In some implementations, in addition to any portion or combination of the embodiments and/or implementations in the present disclosure, when the index is a first value, the spatial resampling filter is a first filter of the spatial resampling filter type; when the index is a second value, the spatial resampling filter is a second filter of the spatial resampling filter type; and/or when the index is a third value, the spatial resampling filter is a third filter of the spatial resampling filter type.

In some implementations, in addition to any portion or combination of the embodiments and/or implementations in the present disclosure, the spatial resampling flag is the sequence-level spatial resampling flag; the picture frame is one frame among a picture sequence; and/or the index is the sequence-level index indicating the spatial resampling filter for the picture sequence.

In some implementations, in addition to any portion or combination of the embodiments and/or implementations in the present disclosure, the spatial resampling flag is the frame-level spatial resampling flag; and/or the index is the frame-level index indicating the spatial resampling filter for the picture frame.

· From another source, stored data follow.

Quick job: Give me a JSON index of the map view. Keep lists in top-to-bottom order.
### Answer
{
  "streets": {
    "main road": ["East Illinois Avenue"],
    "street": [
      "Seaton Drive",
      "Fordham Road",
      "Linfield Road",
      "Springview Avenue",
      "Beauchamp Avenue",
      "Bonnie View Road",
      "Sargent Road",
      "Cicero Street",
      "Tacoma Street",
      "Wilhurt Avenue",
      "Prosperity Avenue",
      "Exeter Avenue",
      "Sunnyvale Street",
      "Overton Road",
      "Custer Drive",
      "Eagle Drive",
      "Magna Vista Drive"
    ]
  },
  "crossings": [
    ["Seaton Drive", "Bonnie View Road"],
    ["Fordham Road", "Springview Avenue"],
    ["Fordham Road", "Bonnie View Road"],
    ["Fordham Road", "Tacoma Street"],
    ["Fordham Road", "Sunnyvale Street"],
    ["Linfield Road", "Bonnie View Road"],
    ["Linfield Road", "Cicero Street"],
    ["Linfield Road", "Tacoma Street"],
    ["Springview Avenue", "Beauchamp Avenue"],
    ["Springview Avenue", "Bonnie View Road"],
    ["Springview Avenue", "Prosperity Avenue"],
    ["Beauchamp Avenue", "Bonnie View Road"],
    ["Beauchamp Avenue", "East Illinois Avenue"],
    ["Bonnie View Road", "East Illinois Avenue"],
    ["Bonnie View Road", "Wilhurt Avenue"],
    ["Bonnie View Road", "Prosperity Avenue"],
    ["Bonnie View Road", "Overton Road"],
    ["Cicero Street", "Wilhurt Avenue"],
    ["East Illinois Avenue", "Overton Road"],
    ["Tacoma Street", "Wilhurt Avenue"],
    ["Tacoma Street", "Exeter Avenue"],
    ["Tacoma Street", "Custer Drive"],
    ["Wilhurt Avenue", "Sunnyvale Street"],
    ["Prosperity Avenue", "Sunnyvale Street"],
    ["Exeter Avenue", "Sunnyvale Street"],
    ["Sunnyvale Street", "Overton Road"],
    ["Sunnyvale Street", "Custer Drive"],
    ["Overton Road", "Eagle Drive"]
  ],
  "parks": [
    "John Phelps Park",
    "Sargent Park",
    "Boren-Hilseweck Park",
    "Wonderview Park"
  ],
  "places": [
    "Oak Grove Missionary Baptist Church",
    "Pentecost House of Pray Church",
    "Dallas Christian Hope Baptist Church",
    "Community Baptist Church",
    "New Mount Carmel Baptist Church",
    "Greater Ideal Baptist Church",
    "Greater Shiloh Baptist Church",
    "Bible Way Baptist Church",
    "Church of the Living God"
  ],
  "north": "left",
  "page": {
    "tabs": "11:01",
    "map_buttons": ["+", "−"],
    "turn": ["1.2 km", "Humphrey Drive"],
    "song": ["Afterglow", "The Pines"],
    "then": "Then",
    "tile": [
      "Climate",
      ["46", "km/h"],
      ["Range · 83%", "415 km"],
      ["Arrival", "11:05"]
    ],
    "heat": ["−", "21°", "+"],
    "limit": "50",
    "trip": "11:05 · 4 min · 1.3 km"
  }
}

In some implementations, in addition to any portion or combination of the embodiments and/or implementations in the present disclosure, the spatial resampling flag is the slice-level spatial resampling flag; the picture frame comprises one or more slices; and/or the index is the slice-level index indicating the spatial resampling filter for the one or more slices.

FIG. 11 shows a flow chart of an exemplary method 1100 following the principles underlying the implementations above. The exemplary encoding method flow starts at 1101, and may include a portion or all of the following steps: S1110, obtaining, by a device comprising a memory storing instructions and a processor in communication with the memory, a video; S1120, determining, by the device based on the video, a spatial resampling flag for a picture frame; S1130, encoding, by the device, the spatial resampling flag into a coded video bitstream; and/or S1140 when the spatial resampling flag indicates that spatial resampling is enabled for the picture frame: determining, by the device based on the video, an index indicating a spatial resampling filter, encoding, by the device, the index into a coded video bitstream, and encoding, by the device, the video into the coded video bitstream by downsampling based on the spatial resampling filter. The example method stops at S1199. The method 1100 may be performed by a device comprising a memory storing instructions and a processor in communication with the memory.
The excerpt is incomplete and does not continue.